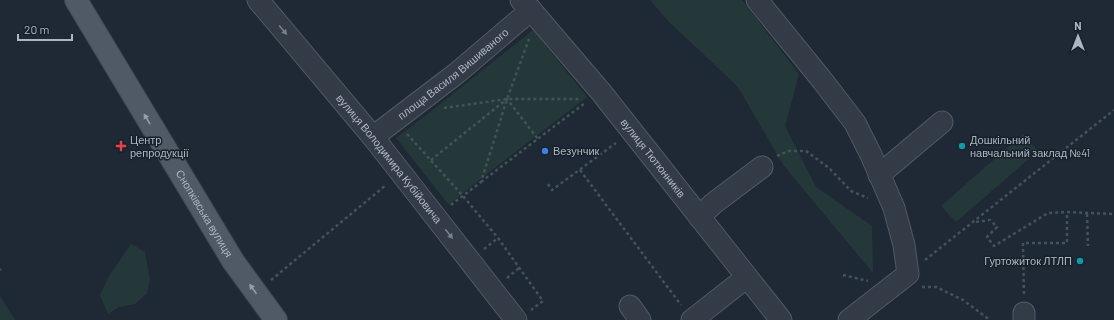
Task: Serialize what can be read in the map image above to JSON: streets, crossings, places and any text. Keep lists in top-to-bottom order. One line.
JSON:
{"streets":{"main road":["Снопківська вулиця"],"street":["площа Василя Вишиваного","вулиця Володимира Кубійовича","вулиця Тютюнників"]},"crossings":[["площа Василя Вишиваного","вулиця Володимира Кубійовича"],["площа Василя Вишиваного","вулиця Тютюнників"]],"one_way":["вулиця Володимира Кубійовича","Снопківська вулиця"],"places":{"health":["Центр репродукції"],"other":["Дошкільний навчальний заклад №41","Везунчик","Гуртожиток ЛТЛП"]},"scale_bar":"20 m","north":"top"}
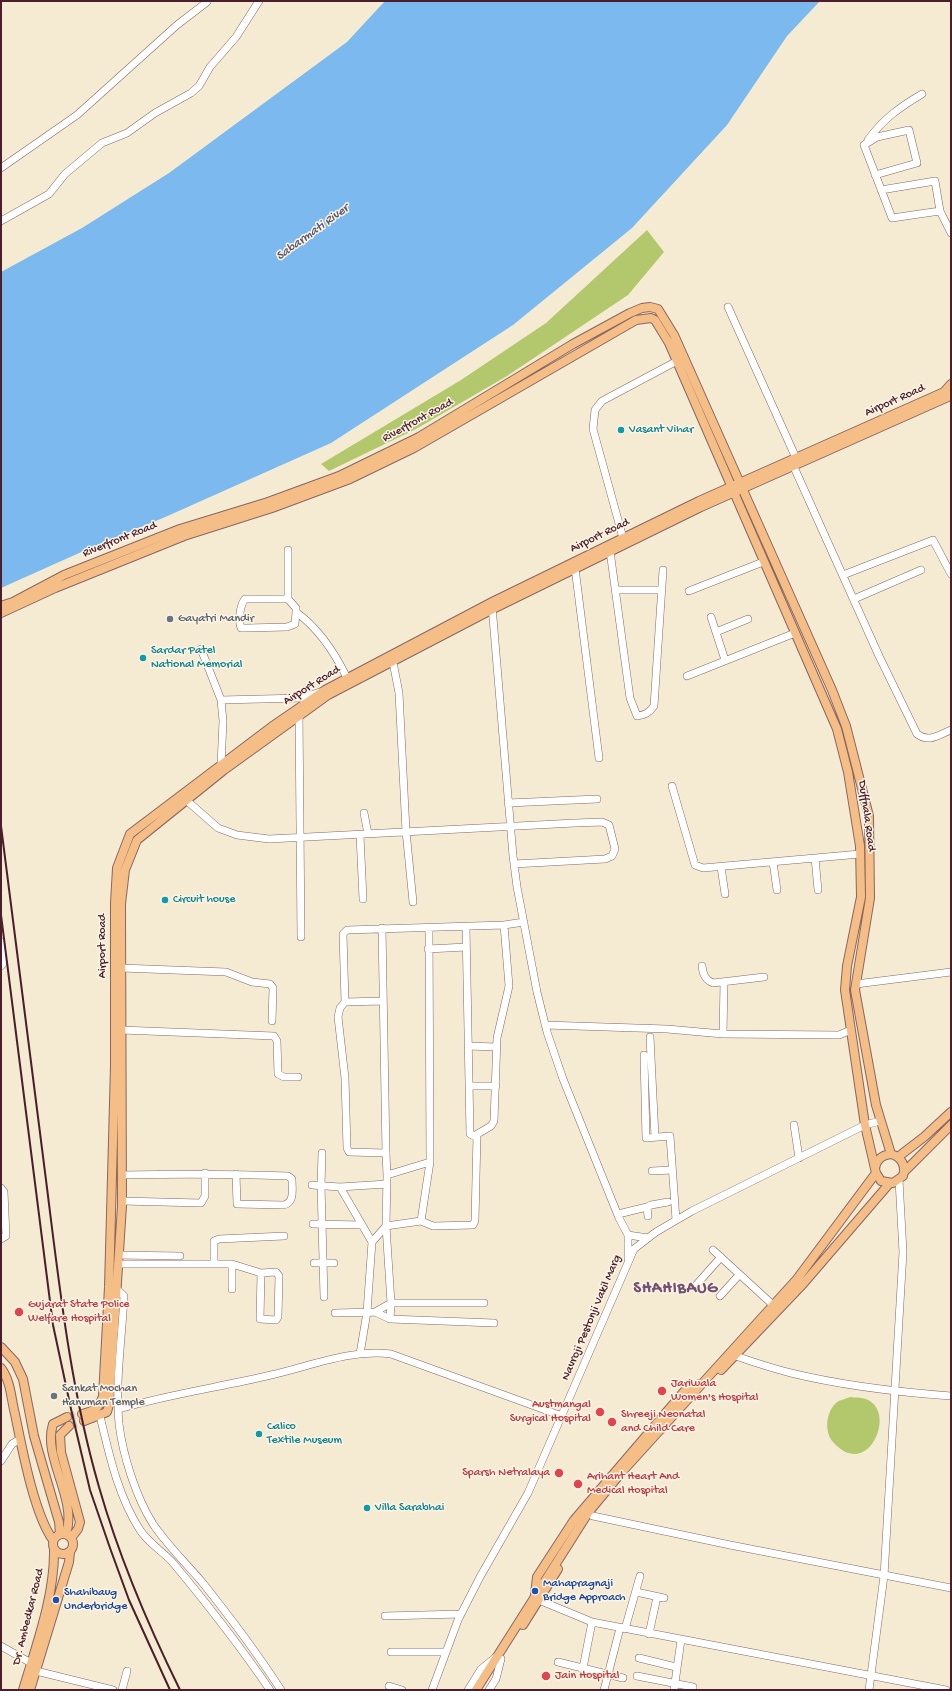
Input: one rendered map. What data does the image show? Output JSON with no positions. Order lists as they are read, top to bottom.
{
  "streets": {
    "main road": [
      "Airport Road",
      "Riverfront Road",
      "Duffnala Road",
      "Dr. Ambedkar Road"
    ],
    "street": ["Navroji Pestonji Vakil Marg"]
  },
  "crossings": [
    ["Airport Road", "Riverfront Road"],
    ["Airport Road", "Duffnala Road"],
    ["Riverfront Road", "Duffnala Road"],
    ["Duffnala Road", "Navroji Pestonji Vakil Marg"]
  ],
  "districts": ["SHAHIBAUG"],
  "water": ["Sabarmati River"],
  "places": [
    "Vasant Vihar",
    "Gayatri Mandir",
    "Sardar Patel National Memorial",
    "Circuit house",
    "Gujarat State Police Welfare Hospital",
    "Jariwala Women's Hospital",
    "Sankat Mochan Hanuman Temple",
    "Austmangal Surgical Hospital",
    "Shreeji Neonatal and Child Care",
    "Calico Textile Museum",
    "Sparsh Netralaya",
    "Arihant Heart And Medical Hospital",
    "Villa Sarabhai",
    "Mahapragnaji Bridge Approach",
    "Shahibaug Underbridge",
    "Jain Hospital"
  ]
}
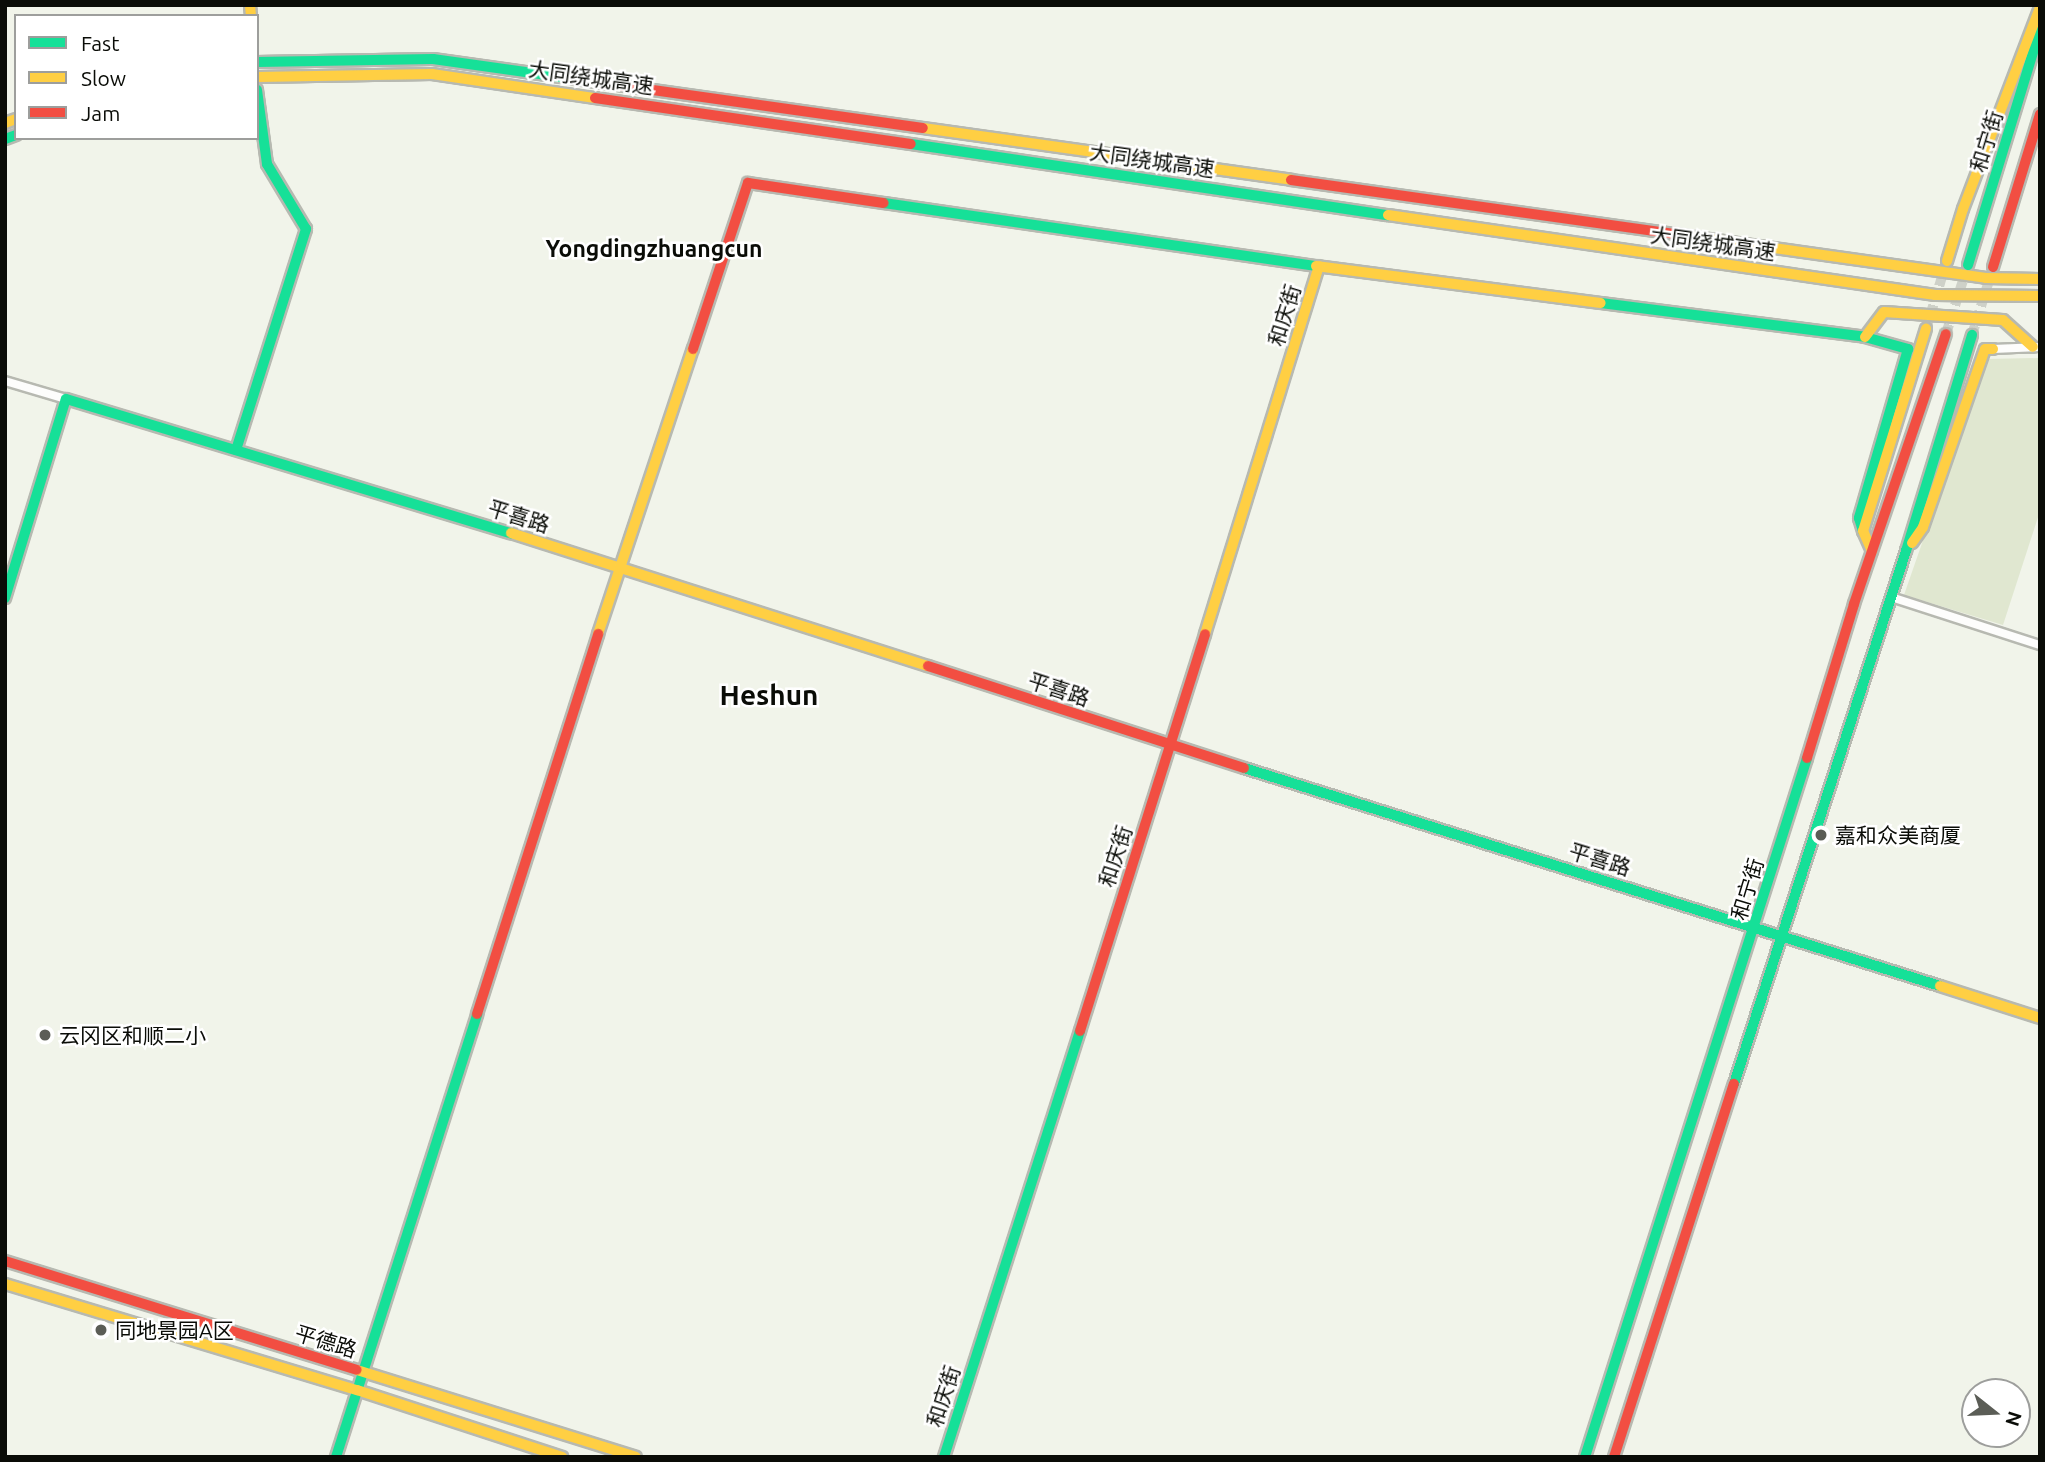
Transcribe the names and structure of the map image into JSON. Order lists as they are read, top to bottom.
{
  "streets": {
    "main road": [
      "大同绕城高速",
      "和宁街",
      "和庆街",
      "平喜路",
      "平德路"
    ]
  },
  "crossings": [
    ["和宁街", "平喜路"],
    ["和庆街", "平喜路"]
  ],
  "districts": ["Yongdingzhuangcun", "Heshun"],
  "places": ["嘉和众美商厦", "云冈区和顺二小", "同地景园A区"],
  "legend": ["Fast", "Slow", "Jam"],
  "north": "right"
}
☆ ☆ ☆
● **Directions for this task**:
Copy out the entries verbatim and leave the images out.

● **Response for this exercise**:
Task: Serialize what can be read in the map image above to JSON: streets, crossings, places and any text. Keep lists in top-to-bottom order. One line.
JSON:
{"streets":{"main road":["Снопківська вулиця"],"street":["площа Василя Вишиваного","вулиця Володимира Кубійовича","вулиця Тютюнників"]},"crossings":[["площа Василя Вишиваного","вулиця Володимира Кубійовича"],["площа Василя Вишиваного","вулиця Тютюнників"]],"one_way":["вулиця Володимира Кубійовича","Снопківська вулиця"],"places":{"health":["Центр репродукції"],"other":["Дошкільний навчальний заклад №41","Везунчик","Гуртожиток ЛТЛП"]},"scale_bar":"20 m","north":"top"}
Input: one rendered map. What data does the image show? Output JSON with no positions. Order lists as they are read, top to bottom.
{
  "streets": {
    "main road": [
      "Airport Road",
      "Riverfront Road",
      "Duffnala Road",
      "Dr. Ambedkar Road"
    ],
    "street": ["Navroji Pestonji Vakil Marg"]
  },
  "crossings": [
    ["Airport Road", "Riverfront Road"],
    ["Airport Road", "Duffnala Road"],
    ["Riverfront Road", "Duffnala Road"],
    ["Duffnala Road", "Navroji Pestonji Vakil Marg"]
  ],
  "districts": ["SHAHIBAUG"],
  "water": ["Sabarmati River"],
  "places": [
    "Vasant Vihar",
    "Gayatri Mandir",
    "Sardar Patel National Memorial",
    "Circuit house",
    "Gujarat State Police Welfare Hospital",
    "Jariwala Women's Hospital",
    "Sankat Mochan Hanuman Temple",
    "Austmangal Surgical Hospital",
    "Shreeji Neonatal and Child Care",
    "Calico Textile Museum",
    "Sparsh Netralaya",
    "Arihant Heart And Medical Hospital",
    "Villa Sarabhai",
    "Mahapragnaji Bridge Approach",
    "Shahibaug Underbridge",
    "Jain Hospital"
  ]
}
Transcribe the names and structure of the map image into JSON. Order lists as they are read, top to bottom.
{
  "streets": {
    "main road": [
      "大同绕城高速",
      "和宁街",
      "和庆街",
      "平喜路",
      "平德路"
    ]
  },
  "crossings": [
    ["和宁街", "平喜路"],
    ["和庆街", "平喜路"]
  ],
  "districts": ["Yongdingzhuangcun", "Heshun"],
  "places": ["嘉和众美商厦", "云冈区和顺二小", "同地景园A区"],
  "legend": ["Fast", "Slow", "Jam"],
  "north": "right"
}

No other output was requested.